Available Example Models
To illustrate the usage we currently host the following example models including their source on Github.
Chat with 'Steve', our LLaMa3 based chat-bot.
- Demo: LLama3 Chat
- Source: https://github.com/aime-labs/llama3_chat
Chat with 'Dave', our LLaMa2 based chat-bot.
- Demo: LLama2 Chat
- Source: https://github.com/aime-labs/llama2_chat
Create photo realistic images from text prompts.
Translate between 36 languages in near realtime: Text-to-Text, Speech-to-Text, Text-to-Speech and Spech-to-Speech!
Performance Benchmarks
AIME API scales nearly linear with the amount of workers available. Here are some benchmark to illustrate its performance:
Llama2-Chat 7B Model with A5000 24GB GPU as worker with batch size 5 per worker, measuring how many output tokens per seconds are generated. 1.000 chat requests where simulated.
The AIME API Server show linear scaling of performance with the amount of workers.
How to deploy your Model Inference API Server
You can just try out the upper demo workers to get a feeling for the architecture or connect your own AI model to the AIME API Server. Setting up your own AIME API solution is straight forward:
- Install the AIME API Server on your preferred web server provider and connect it to your internet domain. Setup a HTTPS certificate to enable a secure connection to the API Server.
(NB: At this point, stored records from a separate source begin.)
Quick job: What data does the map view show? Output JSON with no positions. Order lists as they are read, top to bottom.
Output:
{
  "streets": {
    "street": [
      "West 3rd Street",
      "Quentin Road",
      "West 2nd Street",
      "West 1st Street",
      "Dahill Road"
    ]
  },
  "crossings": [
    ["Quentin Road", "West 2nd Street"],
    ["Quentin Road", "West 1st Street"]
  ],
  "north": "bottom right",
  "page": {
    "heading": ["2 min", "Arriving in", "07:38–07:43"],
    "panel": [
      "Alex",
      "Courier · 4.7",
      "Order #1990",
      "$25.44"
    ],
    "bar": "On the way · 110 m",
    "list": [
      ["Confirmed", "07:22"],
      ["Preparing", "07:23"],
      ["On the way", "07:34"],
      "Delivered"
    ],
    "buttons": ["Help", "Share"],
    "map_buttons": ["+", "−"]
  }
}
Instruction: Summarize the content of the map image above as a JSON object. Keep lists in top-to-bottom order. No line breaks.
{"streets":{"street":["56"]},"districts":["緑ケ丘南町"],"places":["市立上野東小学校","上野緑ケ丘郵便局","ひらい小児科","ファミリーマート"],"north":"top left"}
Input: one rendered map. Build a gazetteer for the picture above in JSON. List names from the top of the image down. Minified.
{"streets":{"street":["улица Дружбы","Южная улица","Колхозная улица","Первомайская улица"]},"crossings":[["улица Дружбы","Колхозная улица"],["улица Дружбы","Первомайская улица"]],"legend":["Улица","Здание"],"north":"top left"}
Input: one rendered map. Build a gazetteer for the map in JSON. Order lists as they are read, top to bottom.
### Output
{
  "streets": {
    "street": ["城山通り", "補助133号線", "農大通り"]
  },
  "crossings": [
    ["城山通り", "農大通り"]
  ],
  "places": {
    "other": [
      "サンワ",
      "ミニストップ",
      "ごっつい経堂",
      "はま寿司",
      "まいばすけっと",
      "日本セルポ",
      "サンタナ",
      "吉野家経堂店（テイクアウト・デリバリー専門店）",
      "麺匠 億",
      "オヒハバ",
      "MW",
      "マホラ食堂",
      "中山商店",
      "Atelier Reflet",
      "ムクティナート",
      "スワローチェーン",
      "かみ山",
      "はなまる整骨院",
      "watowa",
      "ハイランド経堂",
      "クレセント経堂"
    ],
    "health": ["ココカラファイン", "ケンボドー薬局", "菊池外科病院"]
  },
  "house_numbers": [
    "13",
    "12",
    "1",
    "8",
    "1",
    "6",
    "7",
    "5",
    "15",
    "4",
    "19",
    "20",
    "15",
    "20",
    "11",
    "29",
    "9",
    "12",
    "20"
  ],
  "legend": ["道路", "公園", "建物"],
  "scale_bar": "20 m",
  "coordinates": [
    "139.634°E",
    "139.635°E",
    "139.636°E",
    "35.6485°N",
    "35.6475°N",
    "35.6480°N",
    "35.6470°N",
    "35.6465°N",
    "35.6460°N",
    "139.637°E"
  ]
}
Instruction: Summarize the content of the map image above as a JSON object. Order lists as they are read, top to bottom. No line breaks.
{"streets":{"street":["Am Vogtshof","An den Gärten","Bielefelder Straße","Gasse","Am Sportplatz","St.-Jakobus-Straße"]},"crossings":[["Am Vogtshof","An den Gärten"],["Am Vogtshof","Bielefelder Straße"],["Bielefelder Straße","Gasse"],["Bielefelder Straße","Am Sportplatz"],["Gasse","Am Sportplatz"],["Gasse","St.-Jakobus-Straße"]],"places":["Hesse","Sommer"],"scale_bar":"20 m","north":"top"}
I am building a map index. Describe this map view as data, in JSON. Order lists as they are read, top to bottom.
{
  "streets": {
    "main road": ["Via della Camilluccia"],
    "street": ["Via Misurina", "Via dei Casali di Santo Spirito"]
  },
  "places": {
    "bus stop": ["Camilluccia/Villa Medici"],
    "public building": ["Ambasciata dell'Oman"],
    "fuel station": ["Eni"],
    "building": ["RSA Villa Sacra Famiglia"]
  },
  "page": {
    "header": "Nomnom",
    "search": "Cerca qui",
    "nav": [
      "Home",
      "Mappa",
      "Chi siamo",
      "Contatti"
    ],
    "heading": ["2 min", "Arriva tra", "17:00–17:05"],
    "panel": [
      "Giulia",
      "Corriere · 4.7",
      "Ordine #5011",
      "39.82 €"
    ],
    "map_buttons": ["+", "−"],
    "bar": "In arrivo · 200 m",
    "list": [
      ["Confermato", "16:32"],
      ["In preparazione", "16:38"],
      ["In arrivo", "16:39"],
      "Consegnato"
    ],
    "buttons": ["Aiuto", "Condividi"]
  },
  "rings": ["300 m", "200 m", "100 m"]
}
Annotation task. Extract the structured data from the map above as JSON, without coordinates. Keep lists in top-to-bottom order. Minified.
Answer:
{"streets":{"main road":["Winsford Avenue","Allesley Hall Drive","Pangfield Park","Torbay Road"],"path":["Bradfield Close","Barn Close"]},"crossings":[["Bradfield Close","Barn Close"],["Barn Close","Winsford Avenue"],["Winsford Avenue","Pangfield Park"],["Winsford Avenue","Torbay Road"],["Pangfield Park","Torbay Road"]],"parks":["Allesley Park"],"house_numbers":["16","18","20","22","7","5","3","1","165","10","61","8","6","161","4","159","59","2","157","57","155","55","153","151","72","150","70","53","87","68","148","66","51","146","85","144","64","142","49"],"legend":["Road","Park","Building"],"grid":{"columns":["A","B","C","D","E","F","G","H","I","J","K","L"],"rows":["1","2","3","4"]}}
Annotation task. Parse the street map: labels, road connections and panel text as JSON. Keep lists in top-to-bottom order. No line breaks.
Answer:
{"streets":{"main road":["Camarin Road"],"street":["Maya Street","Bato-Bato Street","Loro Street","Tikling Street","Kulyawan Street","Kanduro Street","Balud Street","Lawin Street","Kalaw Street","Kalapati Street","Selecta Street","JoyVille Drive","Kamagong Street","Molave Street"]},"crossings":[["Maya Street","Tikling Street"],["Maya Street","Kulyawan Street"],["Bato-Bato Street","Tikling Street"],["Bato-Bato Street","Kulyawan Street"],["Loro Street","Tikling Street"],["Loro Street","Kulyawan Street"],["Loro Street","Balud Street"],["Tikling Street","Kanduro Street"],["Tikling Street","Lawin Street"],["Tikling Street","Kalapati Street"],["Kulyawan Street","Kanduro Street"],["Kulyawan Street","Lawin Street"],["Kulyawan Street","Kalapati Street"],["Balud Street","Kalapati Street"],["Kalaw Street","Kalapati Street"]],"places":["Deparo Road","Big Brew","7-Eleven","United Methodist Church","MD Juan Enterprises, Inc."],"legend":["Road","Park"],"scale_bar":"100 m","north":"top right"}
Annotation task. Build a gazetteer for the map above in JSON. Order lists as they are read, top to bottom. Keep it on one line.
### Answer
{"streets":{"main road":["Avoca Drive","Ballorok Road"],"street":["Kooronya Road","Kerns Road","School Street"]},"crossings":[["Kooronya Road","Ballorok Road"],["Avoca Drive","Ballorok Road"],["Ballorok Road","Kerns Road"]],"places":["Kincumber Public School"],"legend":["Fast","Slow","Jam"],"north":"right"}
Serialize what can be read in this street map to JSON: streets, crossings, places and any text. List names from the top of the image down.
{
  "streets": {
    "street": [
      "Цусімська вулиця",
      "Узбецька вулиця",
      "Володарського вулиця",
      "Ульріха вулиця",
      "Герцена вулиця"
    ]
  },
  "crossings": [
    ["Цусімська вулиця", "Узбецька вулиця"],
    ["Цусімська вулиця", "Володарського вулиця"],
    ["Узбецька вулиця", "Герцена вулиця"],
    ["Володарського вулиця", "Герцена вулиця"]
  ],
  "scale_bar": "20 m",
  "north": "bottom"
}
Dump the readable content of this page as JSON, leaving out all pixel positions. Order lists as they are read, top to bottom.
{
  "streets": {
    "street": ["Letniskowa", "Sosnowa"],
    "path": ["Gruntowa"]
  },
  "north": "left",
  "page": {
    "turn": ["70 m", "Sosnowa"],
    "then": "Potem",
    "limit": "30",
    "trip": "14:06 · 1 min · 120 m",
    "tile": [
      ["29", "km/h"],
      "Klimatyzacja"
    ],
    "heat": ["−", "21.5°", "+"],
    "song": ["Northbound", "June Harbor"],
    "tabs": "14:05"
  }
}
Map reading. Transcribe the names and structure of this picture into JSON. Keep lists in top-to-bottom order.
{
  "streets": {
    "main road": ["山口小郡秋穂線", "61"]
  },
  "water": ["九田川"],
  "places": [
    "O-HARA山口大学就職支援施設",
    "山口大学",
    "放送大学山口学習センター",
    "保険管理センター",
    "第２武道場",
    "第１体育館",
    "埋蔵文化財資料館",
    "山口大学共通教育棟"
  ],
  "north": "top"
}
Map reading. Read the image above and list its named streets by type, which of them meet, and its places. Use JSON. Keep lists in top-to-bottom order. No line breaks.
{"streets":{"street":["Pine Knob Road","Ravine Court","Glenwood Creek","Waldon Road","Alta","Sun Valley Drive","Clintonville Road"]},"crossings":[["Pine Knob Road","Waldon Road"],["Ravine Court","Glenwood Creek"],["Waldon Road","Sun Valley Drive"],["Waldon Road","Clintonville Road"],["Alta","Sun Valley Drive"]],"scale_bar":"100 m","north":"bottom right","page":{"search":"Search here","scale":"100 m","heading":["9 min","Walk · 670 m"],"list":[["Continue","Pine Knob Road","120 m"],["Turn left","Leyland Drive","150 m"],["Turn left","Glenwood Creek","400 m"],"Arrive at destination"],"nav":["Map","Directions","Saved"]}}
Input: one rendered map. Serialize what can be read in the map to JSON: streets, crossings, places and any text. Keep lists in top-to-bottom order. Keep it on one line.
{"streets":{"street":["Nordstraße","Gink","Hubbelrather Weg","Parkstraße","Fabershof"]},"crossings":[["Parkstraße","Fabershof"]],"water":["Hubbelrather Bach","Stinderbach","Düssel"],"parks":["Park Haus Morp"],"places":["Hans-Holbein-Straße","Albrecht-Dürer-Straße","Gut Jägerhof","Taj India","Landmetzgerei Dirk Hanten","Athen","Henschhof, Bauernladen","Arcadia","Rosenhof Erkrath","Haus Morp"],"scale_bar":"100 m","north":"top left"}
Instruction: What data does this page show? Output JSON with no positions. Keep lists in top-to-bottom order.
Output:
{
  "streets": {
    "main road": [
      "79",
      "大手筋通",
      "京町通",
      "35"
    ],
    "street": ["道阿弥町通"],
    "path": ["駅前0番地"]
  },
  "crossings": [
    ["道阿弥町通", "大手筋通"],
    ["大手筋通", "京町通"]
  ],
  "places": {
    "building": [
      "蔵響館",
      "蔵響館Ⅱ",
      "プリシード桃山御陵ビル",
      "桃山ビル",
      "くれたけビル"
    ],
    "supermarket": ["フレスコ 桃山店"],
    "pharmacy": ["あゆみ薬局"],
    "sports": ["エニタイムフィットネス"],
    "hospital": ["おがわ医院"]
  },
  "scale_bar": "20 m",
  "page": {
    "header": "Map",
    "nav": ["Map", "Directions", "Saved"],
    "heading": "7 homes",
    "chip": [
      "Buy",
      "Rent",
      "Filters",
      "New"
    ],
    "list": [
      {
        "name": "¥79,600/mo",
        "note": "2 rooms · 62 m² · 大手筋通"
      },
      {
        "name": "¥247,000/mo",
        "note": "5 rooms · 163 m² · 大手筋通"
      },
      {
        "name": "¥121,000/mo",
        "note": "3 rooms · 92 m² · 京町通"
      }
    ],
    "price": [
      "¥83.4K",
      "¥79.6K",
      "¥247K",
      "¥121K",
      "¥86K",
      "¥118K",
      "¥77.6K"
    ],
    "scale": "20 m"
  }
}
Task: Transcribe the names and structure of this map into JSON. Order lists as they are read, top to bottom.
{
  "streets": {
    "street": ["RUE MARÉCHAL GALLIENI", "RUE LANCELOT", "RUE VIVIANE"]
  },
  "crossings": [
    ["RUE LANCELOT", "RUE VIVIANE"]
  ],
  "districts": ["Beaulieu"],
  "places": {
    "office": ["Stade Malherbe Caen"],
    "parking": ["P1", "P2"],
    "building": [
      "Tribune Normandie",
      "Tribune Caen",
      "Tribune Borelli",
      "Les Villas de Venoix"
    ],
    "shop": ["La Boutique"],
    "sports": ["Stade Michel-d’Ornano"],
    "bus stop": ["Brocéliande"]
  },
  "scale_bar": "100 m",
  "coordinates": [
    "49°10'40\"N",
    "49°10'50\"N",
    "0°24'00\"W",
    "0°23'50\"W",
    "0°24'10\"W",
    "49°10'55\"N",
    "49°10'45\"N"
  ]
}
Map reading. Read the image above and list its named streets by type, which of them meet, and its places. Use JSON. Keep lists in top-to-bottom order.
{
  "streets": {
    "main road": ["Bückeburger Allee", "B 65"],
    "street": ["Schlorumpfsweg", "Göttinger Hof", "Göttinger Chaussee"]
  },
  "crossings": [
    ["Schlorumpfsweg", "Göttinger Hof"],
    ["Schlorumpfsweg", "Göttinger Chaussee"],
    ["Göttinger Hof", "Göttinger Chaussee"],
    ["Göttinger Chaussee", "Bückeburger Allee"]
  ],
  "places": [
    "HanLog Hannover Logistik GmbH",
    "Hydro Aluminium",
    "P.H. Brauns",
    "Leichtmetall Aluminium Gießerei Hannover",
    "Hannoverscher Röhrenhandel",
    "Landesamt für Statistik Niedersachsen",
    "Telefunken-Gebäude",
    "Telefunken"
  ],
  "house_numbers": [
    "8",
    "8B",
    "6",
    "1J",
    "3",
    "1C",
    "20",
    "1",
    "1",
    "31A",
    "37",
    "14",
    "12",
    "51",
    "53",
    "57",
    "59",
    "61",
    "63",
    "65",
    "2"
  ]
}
- Create a config file for your API service describing the input, output, intermediate parameters and service options
- Incorporate the AIME API Worker Interface in your PyTorch/TensorFlow script and connect the input and output parameters to your model processing
- Start your API compute workers pointing to the URL the AIME API Server is running on, now your API is up and ready to process requests
- With the AIME API Client Interface one can easily integrate API calls as Javascript methods to your website or with the Python interface to your Python based web server. Interfaces for Android, iOS, Java, PHP, C/C++ are in the works.
Usage & Licensing
AIME API is available as open source on github.
Private and non commercial use and commercial use on AIME servers (on premise or in the AIME Cloud) is free of charge. For other commercial use cases, please contact us at api@aime.info.
We are also happy to receive active collaboration, for example in expanding the API interfaces for other programming languages or connecting and providing further open source AI models.